Architecture: AlphaFold's diffusion models excel at 3D coordinates; Evo's long-context sequence models excel at genomic scale patterns.
Data: AlphaFold uses curated structural data; Evo uses massive, less structured sequence data.
Strategy: Isomorphic targets a specific vertical (drug design) with controlled access; Arc builds an open, foundational capability for broad use.
Yet, they are incredibly complementary. Imagine Evo generating the sequence for a novel enzyme, and AlphaFold predicting its 3D structure to guide experimental validation. The future likely involves tight integration between these sequence-level and structure-level views.
Lessons for AI Builders
For founders navigating the AI landscape, especially in complex scientific domains, the AlphaFold vs. Evo story holds key takeaways:
No One-Size-Fits-All Architecture: The problem dictates the architecture. Modeling physical 3D space (AlphaFold) requires different tools than modeling long-range dependencies in 1D sequences (Evo). Tailor your tech stack relentlessly.
Data Strategy is Paramount: Whether leveraging curated, high-value datasets (PDB) or vast, raw repositories (SRA), your approach to acquiring, cleaning, and utilizing data defines your model's potential. Jaderberg's insight that much biological data wasn't created for ML highlights the opportunity in generating ML-native datasets.
Foundational Models are Expanding: Biology is proving fertile ground for foundational models beyond text and images. Identify the core "language" or representation of your domain and consider if a self-supervised, large-scale model can unlock new capabilities.

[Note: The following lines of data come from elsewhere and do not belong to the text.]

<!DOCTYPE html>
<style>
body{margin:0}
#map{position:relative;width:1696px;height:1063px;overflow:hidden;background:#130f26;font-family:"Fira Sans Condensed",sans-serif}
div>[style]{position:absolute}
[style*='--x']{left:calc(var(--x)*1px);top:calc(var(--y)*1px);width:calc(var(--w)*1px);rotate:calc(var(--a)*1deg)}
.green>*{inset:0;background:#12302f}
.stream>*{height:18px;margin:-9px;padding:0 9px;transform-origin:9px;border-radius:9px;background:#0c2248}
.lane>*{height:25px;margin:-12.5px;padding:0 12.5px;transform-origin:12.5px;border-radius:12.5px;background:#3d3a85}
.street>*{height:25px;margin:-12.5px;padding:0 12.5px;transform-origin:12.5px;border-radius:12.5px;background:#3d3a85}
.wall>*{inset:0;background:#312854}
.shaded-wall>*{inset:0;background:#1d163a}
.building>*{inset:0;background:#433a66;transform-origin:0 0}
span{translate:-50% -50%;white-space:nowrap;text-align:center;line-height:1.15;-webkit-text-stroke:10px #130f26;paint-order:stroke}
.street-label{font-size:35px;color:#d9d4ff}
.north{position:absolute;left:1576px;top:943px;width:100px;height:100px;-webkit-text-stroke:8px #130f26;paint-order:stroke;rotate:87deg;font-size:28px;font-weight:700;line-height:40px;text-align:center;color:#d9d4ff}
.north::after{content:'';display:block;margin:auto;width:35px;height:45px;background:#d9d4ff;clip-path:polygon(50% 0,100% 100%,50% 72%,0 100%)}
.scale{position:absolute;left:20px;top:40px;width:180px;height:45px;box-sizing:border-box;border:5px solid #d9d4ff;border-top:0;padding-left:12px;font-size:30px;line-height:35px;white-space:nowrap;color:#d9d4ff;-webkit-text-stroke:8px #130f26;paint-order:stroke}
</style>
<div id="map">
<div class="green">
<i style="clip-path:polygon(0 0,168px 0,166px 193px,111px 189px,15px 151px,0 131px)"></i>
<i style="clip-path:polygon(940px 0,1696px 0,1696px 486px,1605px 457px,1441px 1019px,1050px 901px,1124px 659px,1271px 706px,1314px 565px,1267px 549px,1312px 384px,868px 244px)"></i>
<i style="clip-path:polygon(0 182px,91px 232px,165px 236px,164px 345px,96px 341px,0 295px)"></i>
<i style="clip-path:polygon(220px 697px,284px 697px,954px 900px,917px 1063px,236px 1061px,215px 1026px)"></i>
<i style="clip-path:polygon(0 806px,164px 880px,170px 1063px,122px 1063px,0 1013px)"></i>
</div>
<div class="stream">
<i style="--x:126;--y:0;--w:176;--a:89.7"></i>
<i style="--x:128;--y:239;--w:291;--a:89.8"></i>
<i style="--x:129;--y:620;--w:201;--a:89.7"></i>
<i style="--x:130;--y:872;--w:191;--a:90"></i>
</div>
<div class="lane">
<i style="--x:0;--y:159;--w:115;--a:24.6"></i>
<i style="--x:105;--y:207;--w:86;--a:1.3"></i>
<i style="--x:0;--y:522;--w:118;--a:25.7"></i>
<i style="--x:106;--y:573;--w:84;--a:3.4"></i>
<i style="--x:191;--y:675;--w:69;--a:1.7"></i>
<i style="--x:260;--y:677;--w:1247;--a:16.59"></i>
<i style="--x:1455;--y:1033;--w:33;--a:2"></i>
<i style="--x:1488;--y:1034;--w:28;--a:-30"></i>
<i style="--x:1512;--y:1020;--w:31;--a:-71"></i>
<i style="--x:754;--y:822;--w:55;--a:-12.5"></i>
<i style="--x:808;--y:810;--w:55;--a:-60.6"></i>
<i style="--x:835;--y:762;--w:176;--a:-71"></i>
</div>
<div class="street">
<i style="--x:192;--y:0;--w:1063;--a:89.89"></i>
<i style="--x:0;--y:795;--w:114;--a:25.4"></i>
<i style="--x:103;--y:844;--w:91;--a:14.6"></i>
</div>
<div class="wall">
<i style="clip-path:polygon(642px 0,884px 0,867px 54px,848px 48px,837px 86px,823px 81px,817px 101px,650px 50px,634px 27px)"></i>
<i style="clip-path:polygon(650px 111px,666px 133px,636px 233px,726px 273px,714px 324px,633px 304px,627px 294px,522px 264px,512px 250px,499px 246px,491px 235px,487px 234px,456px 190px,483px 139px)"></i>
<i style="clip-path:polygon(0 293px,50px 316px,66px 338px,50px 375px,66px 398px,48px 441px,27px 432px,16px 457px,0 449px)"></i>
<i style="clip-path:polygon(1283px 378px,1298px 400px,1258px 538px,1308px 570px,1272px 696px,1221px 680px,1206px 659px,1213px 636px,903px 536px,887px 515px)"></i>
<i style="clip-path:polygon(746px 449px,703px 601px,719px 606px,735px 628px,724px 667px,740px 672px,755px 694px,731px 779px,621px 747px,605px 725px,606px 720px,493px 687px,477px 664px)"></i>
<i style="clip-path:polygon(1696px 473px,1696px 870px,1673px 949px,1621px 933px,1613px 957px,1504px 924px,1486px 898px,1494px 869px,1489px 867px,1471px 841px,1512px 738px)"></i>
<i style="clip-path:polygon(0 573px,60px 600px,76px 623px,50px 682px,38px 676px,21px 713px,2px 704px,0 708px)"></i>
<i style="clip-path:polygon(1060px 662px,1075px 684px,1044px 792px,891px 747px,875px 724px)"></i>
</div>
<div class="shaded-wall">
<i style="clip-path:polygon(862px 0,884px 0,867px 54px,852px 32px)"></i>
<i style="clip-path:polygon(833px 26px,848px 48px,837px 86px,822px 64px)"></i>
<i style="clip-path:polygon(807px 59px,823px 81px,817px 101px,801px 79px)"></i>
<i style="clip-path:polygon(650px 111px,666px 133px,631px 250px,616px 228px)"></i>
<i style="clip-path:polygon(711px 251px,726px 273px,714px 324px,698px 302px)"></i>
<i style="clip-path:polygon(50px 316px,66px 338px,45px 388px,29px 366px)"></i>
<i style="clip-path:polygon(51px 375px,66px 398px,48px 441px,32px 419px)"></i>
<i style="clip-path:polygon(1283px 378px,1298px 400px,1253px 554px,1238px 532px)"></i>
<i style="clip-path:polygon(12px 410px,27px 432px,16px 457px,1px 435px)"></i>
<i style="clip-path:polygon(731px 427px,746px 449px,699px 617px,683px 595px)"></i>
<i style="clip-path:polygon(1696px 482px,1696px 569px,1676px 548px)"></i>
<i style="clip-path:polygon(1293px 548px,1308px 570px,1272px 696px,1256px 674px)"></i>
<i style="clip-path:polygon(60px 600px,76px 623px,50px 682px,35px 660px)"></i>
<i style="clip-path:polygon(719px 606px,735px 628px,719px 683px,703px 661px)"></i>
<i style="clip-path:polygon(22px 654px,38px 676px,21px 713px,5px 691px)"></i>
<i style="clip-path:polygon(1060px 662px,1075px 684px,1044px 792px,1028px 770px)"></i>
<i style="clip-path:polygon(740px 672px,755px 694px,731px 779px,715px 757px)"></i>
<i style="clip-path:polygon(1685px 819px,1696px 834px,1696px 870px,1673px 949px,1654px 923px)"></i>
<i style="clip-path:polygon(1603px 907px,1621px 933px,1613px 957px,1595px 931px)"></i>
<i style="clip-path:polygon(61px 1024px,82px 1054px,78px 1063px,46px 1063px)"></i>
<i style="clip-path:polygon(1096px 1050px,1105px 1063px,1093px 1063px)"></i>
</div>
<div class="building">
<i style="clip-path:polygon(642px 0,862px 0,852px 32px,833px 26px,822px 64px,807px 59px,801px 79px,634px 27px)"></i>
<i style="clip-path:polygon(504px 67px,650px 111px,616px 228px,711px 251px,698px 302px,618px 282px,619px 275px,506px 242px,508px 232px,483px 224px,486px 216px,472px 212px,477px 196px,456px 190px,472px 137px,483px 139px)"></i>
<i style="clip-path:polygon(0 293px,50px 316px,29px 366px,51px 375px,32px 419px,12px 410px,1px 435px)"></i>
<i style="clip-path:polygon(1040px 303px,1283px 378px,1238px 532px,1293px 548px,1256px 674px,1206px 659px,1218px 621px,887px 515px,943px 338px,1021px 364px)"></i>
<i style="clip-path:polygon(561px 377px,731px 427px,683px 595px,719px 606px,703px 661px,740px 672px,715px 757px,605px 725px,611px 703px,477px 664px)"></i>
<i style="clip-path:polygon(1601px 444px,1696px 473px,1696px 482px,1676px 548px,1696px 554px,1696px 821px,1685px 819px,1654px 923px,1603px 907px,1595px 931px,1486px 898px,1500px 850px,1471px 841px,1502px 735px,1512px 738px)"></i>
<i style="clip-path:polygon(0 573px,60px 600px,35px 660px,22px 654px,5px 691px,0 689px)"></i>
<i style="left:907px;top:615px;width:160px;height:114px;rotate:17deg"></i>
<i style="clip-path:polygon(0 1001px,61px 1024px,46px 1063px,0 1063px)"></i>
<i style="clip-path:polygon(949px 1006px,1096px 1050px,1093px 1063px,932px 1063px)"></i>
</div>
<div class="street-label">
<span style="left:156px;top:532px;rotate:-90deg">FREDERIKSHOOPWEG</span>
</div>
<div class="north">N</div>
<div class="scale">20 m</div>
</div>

Open Source vs. Commercial Moat: The strategic decision of how to release powerful models has profound implications for adoption, community building, and value capture. Arc bets on ubiquity; Isomorphic bets on focused application.
Talent is Interdisciplinary: Both Jaderberg and Hsu emphasize the critical need (and scarcity) of talent fluent in both AI/ML and the specific scientific domain. Building truly integrated teams is non-negotiable.
The Road Ahead
AlphaFold and Evo are landmark achievements, but they represent the early innings of AI's potential impact on biology. We're moving from understanding static snapshots (AlphaFold) and linear codes (Evo) towards modeling dynamic processes, cellular systems, and maybe even entire virtual organisms.
Whether the path lies primarily through structure, sequence, or a fusion of both, these two pioneering efforts demonstrate the power of ambitious AI applied to science's deepest questions. For AI founders, they offer not just inspiration, but concrete examples of how strategic choices in architecture, data, and philosophy can shape the future. The race to decode, and perhaps one day program, life itself is well and truly on.